What is needed:
For the records below, say how many lines contain the string "Vancouver". Give no other text.

Dataset entries:
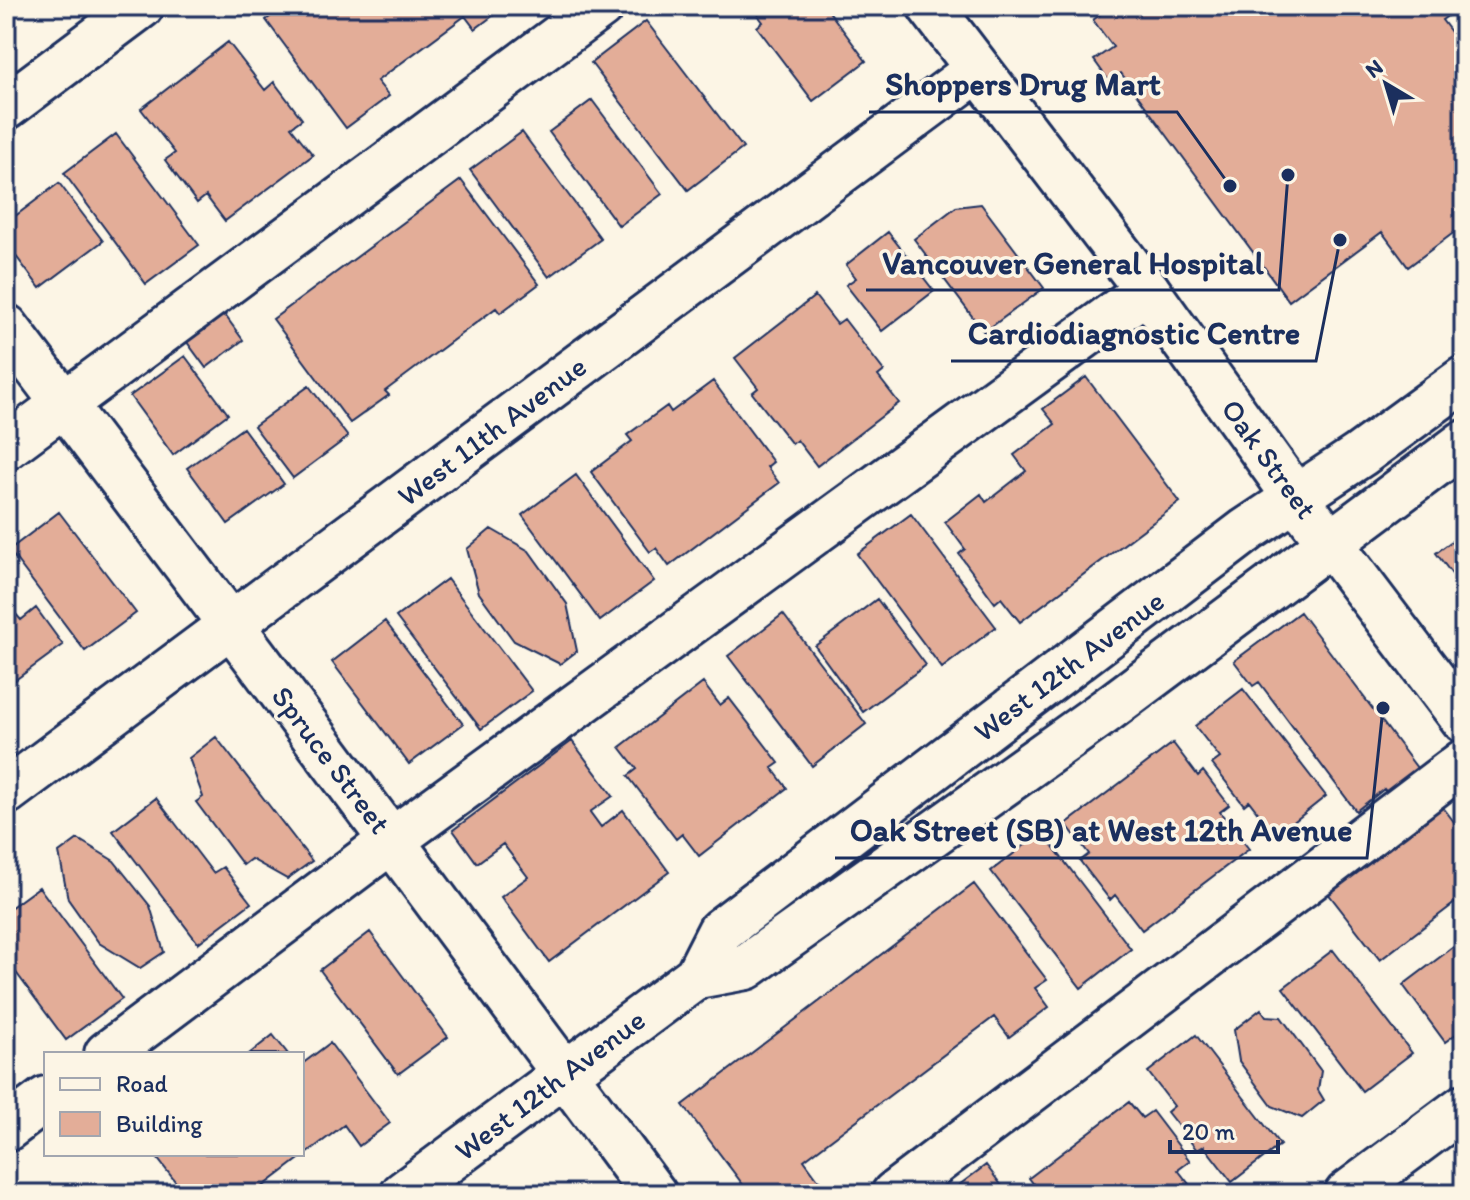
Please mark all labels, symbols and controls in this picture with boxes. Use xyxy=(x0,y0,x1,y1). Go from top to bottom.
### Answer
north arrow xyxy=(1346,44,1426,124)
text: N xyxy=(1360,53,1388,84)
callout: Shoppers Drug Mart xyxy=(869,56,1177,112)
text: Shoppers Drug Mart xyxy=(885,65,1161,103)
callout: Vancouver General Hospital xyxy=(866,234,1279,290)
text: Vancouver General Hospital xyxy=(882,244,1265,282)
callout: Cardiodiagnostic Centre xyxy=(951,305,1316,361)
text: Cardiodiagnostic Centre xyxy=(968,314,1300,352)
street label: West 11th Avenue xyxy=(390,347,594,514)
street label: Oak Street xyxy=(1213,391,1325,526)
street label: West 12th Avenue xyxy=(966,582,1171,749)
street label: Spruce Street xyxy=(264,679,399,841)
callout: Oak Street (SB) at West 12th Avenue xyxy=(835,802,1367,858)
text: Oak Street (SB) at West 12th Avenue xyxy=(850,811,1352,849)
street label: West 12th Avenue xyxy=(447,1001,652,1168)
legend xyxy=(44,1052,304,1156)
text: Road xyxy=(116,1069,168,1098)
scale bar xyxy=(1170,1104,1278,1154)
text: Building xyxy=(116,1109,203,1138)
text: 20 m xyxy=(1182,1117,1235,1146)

Response box:
2